Segment Start: RECORDS SUPPLIED

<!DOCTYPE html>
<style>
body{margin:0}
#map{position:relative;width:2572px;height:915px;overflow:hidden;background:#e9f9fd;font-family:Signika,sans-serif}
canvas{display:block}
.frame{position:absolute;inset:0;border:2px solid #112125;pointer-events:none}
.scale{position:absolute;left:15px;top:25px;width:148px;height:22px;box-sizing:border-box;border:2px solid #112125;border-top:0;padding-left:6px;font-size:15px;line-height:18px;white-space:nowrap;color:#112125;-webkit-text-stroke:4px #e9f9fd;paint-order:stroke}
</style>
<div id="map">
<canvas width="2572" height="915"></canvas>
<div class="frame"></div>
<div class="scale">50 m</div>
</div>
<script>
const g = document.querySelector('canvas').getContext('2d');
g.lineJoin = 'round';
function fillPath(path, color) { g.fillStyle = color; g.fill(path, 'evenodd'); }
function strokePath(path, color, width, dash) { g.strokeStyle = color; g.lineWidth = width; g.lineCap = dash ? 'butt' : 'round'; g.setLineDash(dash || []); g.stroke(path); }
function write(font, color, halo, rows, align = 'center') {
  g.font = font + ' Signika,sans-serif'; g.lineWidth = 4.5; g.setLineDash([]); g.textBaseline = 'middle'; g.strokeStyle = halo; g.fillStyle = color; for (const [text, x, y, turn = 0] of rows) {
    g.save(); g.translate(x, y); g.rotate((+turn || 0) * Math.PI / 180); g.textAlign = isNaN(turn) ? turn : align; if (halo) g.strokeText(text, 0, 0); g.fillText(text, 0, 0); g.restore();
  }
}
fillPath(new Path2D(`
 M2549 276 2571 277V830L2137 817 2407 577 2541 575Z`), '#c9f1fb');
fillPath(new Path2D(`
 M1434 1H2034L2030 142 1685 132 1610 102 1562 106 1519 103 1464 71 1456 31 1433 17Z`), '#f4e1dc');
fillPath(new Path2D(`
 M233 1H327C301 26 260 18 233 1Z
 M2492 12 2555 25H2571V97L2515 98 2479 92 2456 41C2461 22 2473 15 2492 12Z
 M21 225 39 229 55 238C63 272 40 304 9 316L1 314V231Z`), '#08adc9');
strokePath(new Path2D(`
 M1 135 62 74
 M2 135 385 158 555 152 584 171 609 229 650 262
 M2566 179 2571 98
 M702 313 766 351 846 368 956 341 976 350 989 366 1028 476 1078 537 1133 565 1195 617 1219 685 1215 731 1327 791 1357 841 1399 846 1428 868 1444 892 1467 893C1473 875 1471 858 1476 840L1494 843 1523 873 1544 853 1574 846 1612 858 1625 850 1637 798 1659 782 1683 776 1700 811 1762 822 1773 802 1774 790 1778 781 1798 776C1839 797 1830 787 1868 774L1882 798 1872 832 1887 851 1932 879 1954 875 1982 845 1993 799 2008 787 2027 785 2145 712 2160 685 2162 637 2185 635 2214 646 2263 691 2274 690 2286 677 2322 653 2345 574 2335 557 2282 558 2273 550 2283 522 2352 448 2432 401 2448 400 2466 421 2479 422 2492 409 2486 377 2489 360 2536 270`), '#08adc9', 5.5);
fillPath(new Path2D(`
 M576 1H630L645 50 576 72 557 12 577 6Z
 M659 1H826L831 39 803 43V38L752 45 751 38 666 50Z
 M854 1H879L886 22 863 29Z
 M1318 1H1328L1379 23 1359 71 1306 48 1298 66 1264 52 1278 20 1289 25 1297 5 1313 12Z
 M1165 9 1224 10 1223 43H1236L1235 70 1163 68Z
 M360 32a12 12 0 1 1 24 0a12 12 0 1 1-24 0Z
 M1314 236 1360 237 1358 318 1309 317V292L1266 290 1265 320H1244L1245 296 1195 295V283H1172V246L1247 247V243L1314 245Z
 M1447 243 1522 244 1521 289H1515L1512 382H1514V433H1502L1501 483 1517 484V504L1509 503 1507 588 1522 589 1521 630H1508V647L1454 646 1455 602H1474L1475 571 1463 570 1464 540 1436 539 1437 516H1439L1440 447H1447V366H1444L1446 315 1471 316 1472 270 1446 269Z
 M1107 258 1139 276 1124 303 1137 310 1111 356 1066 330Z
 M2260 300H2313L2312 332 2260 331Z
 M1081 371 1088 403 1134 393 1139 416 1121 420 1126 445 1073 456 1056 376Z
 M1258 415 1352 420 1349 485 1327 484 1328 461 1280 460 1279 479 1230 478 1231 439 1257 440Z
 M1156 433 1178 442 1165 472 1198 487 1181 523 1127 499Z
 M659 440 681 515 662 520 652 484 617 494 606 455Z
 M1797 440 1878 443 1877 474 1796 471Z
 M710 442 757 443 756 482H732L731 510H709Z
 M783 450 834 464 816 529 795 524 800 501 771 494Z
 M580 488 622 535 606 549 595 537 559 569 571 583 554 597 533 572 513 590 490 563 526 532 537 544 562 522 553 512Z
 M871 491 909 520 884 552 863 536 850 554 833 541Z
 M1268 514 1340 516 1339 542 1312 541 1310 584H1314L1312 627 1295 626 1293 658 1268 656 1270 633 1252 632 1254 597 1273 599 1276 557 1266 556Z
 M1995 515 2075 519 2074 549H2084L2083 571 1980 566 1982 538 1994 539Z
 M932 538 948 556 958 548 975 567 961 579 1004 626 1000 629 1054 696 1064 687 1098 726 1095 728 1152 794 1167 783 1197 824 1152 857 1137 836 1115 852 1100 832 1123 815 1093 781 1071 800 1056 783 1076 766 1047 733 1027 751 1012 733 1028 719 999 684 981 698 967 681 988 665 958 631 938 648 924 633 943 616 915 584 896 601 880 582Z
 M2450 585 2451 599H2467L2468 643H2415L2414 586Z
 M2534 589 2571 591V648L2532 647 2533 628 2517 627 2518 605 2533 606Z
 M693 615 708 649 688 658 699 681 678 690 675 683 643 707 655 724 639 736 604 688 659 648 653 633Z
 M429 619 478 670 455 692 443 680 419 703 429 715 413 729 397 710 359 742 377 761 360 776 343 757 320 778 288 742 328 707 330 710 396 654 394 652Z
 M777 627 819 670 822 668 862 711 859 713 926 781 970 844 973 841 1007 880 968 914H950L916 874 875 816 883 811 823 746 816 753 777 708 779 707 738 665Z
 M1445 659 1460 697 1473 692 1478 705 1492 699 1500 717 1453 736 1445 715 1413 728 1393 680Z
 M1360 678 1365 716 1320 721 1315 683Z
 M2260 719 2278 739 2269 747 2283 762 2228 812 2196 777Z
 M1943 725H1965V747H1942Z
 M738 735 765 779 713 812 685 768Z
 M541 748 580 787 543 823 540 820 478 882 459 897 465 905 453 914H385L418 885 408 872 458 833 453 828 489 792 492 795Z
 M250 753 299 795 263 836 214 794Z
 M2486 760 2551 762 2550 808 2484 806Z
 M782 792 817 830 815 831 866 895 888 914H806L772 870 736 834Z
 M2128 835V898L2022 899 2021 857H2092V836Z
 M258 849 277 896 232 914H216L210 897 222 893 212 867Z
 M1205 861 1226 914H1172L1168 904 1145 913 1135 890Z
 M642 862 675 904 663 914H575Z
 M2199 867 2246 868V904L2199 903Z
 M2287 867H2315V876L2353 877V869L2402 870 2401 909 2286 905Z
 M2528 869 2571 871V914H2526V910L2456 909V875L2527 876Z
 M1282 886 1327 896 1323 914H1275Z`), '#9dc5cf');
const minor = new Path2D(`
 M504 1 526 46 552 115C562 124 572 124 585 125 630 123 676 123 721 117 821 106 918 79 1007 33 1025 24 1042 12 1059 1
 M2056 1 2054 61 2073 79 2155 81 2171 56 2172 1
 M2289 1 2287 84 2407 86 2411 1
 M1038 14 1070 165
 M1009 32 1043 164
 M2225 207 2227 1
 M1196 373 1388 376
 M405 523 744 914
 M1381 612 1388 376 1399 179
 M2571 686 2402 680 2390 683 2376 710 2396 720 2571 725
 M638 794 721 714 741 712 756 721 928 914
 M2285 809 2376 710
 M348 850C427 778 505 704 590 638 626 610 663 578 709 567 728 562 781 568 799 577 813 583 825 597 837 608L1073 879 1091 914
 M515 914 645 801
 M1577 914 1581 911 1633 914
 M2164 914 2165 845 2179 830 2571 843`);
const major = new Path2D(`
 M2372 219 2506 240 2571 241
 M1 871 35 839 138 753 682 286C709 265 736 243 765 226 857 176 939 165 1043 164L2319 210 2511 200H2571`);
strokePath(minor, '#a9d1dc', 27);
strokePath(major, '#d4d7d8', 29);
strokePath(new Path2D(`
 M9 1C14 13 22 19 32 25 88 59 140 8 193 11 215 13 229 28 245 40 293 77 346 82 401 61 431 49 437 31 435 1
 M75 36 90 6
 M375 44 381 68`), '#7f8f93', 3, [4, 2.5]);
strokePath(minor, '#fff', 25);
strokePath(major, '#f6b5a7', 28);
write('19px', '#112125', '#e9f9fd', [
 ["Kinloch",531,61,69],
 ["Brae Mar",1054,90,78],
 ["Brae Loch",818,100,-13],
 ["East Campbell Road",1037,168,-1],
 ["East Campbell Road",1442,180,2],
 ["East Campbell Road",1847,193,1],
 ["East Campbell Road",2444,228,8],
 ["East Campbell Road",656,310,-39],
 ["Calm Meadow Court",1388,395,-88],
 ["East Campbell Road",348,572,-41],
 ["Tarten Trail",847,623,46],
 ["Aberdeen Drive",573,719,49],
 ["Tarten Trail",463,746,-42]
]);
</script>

Segment End: RECORDS SUPPLIED

Using the records above, please repeat the line with "M2571 686 2402" and every line after it exactly, and give no other text.

ANSWER SECTION:
 M2571 686 2402 680 2390 683 2376 710 2396 720 2571 725
 M638 794 721 714 741 712 756 721 928 914
 M2285 809 2376 710
 M348 850C427 778 505 704 590 638 626 610 663 578 709 567 728 562 781 568 799 577 813 583 825 597 837 608L1073 879 1091 914
 M515 914 645 801
 M1577 914 1581 911 1633 914
 M2164 914 2165 845 2179 830 2571 843`);
const major = new Path2D(`
 M2372 219 2506 240 2571 241
 M1 871 35 839 138 753 682 286C709 265 736 243 765 226 857 176 939 165 1043 164L2319 210 2511 200H2571`);
strokePath(minor, '#a9d1dc', 27);
strokePath(major, '#d4d7d8', 29);
strokePath(new Path2D(`
 M9 1C14 13 22 19 32 25 88 59 140 8 193 11 215 13 229 28 245 40 293 77 346 82 401 61 431 49 437 31 435 1
 M75 36 90 6
 M375 44 381 68`), '#7f8f93', 3, [4, 2.5]);
strokePath(minor, '#fff', 25);
strokePath(major, '#f6b5a7', 28);
write('19px', '#112125', '#e9f9fd', [
 ["Kinloch",531,61,69],
 ["Brae Mar",1054,90,78],
 ["Brae Loch",818,100,-13],
 ["East Campbell Road",1037,168,-1],
 ["East Campbell Road",1442,180,2],
 ["East Campbell Road",1847,193,1],
 ["East Campbell Road",2444,228,8],
 ["East Campbell Road",656,310,-39],
 ["Calm Meadow Court",1388,395,-88],
 ["East Campbell Road",348,572,-41],
 ["Tarten Trail",847,623,46],
 ["Aberdeen Drive",573,719,49],
 ["Tarten Trail",463,746,-42]
]);
</script>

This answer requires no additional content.